I can’t prove this, but I always doubted that most religious people believe in God in the same sense that they believe that they have two hands, that a triangle has three sides, or that if they drop something then it will fall. If I believe that there is a chair in my way, I will walk around it. The action follows from the belief. But many religious people don’t seem to live out their beliefs through their actions. America is a fundamentalist Christian nation according to polls, yet I can name more of the Ten Commandments than most American Christians. Very few of these Christians attend church, and many of them are consumed with spite at the poor and cheer on military killings. Nietzsche claimed that the only true test of a philosophy was to assess whether or not one could live by it. If a religious person truly believes that by sinning he may damned to hell for all of eternity, then why do so many religious people sin so regularly?

Truthers resemble religious fundamentalists not only because they’re cultish, but because I doubt that they actually believe what they say. None of their actions seem to follow from their supposed beliefs. Remember, a whole third of the United States at one time at least suspected that the government either carried out the 9/11 attacks or allowed them to happen.
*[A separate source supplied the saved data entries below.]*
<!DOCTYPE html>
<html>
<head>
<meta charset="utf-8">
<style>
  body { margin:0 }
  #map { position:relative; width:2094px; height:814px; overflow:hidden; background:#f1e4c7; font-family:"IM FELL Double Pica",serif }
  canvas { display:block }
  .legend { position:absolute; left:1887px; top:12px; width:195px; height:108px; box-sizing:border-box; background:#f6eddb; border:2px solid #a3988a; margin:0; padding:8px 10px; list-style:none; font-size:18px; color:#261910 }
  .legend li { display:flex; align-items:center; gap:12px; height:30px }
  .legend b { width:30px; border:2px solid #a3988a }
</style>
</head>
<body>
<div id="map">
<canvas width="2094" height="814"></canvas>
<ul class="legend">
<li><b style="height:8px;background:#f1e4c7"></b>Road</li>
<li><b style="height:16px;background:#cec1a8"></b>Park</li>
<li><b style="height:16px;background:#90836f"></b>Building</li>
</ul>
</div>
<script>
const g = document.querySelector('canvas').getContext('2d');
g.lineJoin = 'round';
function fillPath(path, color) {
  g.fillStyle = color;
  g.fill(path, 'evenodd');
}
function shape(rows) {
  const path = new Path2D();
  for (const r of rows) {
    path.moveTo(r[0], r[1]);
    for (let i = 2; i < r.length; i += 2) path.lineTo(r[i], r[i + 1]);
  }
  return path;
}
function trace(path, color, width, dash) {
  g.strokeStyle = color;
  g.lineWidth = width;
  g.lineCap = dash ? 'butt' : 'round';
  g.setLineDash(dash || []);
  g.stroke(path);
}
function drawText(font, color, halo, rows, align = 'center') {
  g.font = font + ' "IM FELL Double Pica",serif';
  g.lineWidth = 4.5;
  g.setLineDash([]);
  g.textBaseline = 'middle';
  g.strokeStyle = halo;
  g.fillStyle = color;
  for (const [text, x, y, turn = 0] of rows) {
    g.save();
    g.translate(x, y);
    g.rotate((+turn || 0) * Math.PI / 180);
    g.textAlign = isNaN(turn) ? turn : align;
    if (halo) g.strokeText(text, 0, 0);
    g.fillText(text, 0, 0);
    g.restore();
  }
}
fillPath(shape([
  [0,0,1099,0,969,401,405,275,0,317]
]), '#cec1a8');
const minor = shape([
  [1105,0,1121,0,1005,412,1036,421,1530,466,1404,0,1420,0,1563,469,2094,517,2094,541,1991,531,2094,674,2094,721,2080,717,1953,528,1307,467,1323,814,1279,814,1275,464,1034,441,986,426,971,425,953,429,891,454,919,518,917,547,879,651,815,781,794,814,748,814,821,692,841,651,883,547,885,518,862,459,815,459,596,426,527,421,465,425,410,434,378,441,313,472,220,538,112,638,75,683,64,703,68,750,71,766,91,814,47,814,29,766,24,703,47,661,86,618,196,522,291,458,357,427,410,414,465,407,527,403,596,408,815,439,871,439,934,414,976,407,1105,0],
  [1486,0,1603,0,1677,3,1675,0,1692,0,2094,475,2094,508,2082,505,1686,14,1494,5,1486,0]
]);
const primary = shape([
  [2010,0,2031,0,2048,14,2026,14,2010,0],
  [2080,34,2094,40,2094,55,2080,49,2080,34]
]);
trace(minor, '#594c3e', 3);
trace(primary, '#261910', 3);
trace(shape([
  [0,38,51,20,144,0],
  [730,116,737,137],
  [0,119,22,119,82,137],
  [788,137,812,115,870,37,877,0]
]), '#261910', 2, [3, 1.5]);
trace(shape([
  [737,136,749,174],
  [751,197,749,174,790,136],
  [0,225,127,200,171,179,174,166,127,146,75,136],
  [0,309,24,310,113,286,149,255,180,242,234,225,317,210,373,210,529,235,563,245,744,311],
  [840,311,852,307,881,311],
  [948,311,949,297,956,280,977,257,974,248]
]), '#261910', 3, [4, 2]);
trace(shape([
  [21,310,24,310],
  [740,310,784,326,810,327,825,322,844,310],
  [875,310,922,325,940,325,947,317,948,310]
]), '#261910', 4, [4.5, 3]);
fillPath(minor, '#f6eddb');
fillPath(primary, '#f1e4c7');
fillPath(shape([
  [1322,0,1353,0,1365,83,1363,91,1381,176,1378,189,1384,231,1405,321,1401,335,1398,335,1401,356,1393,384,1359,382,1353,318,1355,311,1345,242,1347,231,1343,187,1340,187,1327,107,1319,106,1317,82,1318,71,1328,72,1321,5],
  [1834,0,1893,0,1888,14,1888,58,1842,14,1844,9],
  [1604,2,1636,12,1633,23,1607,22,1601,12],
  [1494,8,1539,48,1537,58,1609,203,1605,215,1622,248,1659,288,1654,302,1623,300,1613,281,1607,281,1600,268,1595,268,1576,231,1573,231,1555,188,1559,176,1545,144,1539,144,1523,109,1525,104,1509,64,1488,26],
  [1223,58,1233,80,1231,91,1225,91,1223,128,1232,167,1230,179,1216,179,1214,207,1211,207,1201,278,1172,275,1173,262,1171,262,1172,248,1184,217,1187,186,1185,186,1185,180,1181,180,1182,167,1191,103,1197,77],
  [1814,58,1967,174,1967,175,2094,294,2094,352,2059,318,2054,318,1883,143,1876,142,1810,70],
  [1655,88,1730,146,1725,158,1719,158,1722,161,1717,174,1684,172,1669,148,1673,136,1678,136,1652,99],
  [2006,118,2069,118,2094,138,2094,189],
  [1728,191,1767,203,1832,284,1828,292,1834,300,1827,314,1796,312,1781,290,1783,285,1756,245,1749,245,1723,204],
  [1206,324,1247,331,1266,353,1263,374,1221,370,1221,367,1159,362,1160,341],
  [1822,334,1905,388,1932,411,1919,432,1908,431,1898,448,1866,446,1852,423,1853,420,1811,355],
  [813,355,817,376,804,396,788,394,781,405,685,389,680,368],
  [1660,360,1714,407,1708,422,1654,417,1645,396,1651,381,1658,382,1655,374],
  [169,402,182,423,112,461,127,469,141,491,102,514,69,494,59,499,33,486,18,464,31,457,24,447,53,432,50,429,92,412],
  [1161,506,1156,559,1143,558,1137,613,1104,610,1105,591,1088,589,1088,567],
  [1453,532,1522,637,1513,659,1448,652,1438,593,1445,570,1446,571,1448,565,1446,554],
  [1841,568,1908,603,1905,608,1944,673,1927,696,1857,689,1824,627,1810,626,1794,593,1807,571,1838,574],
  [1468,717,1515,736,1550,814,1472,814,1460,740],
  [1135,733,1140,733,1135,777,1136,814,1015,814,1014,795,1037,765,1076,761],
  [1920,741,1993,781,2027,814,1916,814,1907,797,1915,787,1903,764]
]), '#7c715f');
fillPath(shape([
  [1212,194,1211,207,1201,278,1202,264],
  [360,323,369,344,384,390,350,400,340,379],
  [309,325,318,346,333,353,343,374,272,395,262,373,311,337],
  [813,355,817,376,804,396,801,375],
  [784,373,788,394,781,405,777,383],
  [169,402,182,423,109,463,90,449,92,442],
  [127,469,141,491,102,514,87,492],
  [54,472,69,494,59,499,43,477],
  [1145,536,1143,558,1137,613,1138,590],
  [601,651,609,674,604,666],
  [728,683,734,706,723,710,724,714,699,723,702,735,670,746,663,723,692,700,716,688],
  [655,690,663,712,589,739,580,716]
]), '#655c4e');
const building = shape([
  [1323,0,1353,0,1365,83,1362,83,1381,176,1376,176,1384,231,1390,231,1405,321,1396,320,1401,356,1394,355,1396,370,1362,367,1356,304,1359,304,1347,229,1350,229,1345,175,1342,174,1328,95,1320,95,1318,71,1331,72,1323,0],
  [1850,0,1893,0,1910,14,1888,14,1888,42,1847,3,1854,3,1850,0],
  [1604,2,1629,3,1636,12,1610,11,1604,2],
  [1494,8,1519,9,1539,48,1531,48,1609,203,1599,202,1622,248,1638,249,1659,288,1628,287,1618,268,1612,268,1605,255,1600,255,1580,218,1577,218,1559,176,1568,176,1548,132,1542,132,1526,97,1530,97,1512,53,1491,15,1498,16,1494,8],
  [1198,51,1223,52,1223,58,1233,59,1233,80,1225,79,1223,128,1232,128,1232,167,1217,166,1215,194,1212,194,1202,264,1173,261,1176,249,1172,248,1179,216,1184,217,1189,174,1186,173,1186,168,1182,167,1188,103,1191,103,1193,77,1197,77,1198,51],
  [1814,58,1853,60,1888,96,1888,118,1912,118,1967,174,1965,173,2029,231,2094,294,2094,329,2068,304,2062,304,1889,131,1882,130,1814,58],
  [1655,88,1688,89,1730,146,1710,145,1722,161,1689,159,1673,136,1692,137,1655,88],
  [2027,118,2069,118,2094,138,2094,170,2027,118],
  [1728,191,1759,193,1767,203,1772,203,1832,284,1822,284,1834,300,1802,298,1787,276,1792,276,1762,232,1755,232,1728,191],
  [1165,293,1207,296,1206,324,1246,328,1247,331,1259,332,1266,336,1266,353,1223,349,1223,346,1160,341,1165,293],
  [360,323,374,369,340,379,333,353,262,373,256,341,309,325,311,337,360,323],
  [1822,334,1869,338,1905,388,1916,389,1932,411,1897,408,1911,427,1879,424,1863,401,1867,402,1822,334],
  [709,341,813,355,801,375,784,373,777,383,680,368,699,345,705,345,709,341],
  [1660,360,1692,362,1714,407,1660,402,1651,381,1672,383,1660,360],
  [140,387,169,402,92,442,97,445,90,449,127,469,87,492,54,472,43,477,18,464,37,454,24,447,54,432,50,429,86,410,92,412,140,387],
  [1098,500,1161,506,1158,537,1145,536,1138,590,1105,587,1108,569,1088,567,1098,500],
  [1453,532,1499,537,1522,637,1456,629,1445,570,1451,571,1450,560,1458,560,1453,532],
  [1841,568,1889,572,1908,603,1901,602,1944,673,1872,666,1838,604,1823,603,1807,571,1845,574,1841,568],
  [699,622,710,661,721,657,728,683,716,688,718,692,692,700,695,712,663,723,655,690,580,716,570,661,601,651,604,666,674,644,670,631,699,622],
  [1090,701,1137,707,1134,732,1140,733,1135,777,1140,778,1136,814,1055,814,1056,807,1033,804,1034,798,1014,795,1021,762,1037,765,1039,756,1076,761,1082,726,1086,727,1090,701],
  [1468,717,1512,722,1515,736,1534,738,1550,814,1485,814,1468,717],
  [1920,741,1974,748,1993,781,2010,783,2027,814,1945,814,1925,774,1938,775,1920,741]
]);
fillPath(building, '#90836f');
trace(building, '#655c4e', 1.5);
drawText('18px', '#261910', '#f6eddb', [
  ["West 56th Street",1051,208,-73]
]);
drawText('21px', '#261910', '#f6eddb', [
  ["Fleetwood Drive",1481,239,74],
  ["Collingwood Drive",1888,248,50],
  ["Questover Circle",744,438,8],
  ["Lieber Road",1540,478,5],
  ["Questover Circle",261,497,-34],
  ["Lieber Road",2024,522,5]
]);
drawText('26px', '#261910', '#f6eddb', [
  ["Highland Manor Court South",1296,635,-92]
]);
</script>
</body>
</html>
If so many people believed that 9/11 was a fascist coup d’etat, then at least some of them should've started a real movement in response. There are movements in this country to legalize marijuana, to remove certain books from public libraries, to legalize the hunting of endangered species, to allow the sale of teflon-coated bullets, and to make English the “official” language of the United States. There are movements for nearly everything in this country, however stupid or trivial. Yet a third of this nation can’t even form a movement to expose and prosecute the perpetrators of the greatest terrorist attack on American soil in the whole of its history? I certainly hope the truthers don’t believe what they preach, because otherwise the lack of any action on their part would speak of a stunning dearth of integrity on the part of millions of Americans.
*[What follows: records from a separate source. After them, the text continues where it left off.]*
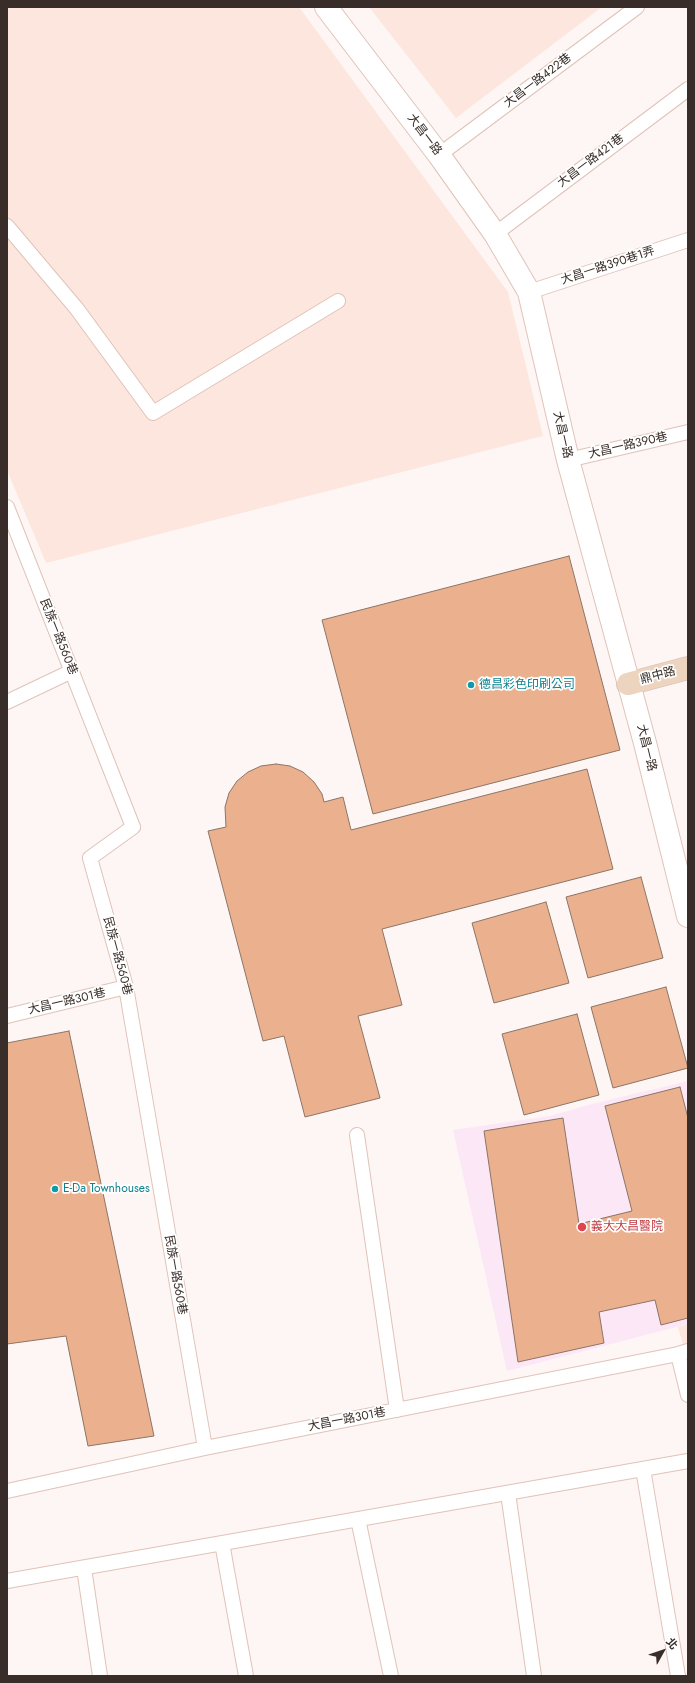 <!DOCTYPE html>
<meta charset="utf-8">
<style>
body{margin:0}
#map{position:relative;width:695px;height:1683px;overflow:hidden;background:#fdf6f4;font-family:Jost,"Noto Sans TC",sans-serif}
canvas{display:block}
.frame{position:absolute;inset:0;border:8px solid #382d28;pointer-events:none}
.north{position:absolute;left:643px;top:1631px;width:40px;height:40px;-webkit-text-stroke:3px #fff;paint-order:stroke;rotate:50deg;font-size:11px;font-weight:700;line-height:16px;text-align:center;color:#382d28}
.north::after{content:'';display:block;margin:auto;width:14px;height:18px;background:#382d28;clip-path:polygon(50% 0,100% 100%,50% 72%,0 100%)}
</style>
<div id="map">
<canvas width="695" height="1683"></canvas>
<div class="frame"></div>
<div class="north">北</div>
</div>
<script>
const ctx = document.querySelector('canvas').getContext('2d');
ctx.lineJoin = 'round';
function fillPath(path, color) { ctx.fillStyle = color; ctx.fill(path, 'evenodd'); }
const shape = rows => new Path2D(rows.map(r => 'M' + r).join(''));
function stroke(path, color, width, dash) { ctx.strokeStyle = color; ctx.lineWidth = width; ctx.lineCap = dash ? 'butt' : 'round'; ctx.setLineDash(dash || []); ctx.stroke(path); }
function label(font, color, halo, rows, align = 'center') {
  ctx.font = font + ' Jost,"Noto Sans TC",sans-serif'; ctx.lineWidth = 3.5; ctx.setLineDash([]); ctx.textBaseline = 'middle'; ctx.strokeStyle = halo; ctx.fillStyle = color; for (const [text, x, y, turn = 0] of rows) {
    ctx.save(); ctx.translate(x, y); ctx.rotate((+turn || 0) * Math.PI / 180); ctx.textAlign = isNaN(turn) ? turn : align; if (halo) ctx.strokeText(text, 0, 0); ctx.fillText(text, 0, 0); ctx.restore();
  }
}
fillPath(shape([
 [7,7,299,7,508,292,543,436,46,563,7,470],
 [369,7,602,7,456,118],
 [688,1324,688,1362,678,1327]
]), '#fde6dd');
fillPath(shape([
 [688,1081,688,1324,507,1371,453,1130,550,1116,592,1104]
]), '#fce7f6');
const building = shape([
 [569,556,620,750,373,814,322,620,569,556],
 [276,764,290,766,303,772,314,782,322,794,324,802,343,797,351,830,587,769,613,869,382,929,402,1005,358,1016,380,1098,305,1117,284,1036,263,1041,208,831,226,827,225,807,229,793,237,781,248,772,261,766,276,764],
 [641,877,663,958,588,978,566,897,641,877],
 [546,902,569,983,494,1003,472,923,546,902],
 [666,987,688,1068,613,1088,591,1007,666,987],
 [577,1014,599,1095,524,1115,502,1034,577,1014],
 [69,1031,154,1436,88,1446,66,1336,7,1344,7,1043,69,1031],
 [680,1087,688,1118,688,1318,661,1325,655,1300,599,1312,604,1343,518,1362,484,1131,563,1118,579,1224,632,1211,605,1106,680,1087]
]);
fillPath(building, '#ebb18e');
stroke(building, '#8c7466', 1);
const lane = shape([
 [439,155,637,7],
 [7,226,77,309,153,413,338,301],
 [495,234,688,89],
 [529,292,688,240],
 [568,460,688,432],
 [7,507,133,827,90,858,126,987,205,1448],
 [7,702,72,671],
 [7,1016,126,987],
 [357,1135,397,1410],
 [678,1354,688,1395],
 [643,1469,678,1676],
 [7,1491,205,1448,678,1354,688,1351],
 [508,1493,534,1676],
 [358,1519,391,1676],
 [222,1543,246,1676],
 [84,1568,100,1676],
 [7,1581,688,1461]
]);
const street = shape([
 [326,7,439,155,495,234,529,292,568,460,645,743,688,916]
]);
const secondary = shape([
 [628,684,688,668]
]);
stroke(lane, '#e0c3b8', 16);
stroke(street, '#e0c3b8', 24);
stroke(secondary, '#e0c3b8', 24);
stroke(lane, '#fff', 14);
stroke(street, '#fff', 22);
stroke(secondary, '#edd4bf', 22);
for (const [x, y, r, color] of [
 [471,685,4,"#0f9aa8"],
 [55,1189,4,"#0f9aa8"],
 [582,1227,5,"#e0444e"]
]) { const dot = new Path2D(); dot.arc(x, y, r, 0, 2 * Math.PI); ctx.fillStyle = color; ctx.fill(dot); stroke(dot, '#fff', 1.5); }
label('12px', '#382d28', '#fff', [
 ["大昌一路422巷",538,81,-37],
 ["大昌一路",424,135,53],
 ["大昌一路421巷",591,161,-37],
 ["大昌一路390巷1弄",608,266,-18],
 ["大昌一路",562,435,77],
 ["大昌一路390巷",628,446,-13],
 ["民族一路560巷",58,637,68],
 ["鼎中路",658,676,-15],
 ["大昌一路",646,748,76],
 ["民族一路560巷",117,956,75],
 ["大昌一路301巷",67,1002,-13],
 ["民族一路560巷",175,1275,80],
 ["大昌一路301巷",347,1420,-11]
]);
label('12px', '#0d838f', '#fff', [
 ["德昌彩色印刷公司",479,685],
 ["E-Da Townhouses",63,1189]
], 'left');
label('12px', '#be3a42', '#fff', [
 ["義大大昌醫院",591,1227]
], 'left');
</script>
The 9/11 movement did manage to expose one disturbing fact, though: how thoroughly debased and impoverished the concept of courage has become in this country. Courage in the United States is endorsing the 9/11 conspiracy theories, or voting for Ron Paul, or joining the Tea Party, or going on MSNBC and saying something mean about the Republicans, or posting populist copypasta on your Facebook wall, or just having an individual viewpoint on an issue. You know what courage is among those “barbarians” in the Arab world? Protesting dictatorship on the streets in the face of possible injury, torture, or death. Courage has somehow been defined-down in the US as occasionally doing something mildly controversial without the possibility of any real consequences befalling you. You don’t have to risk your job or even a rebuke from your boss, much less your life. As insane as it would be, if a truther pulled a Jared Lee Loughner and shot Dick Cheney in the head, he could at least legitimately claim the ludicrous amount of courage that the 9/11 truthers are alone in ascribing to themselves.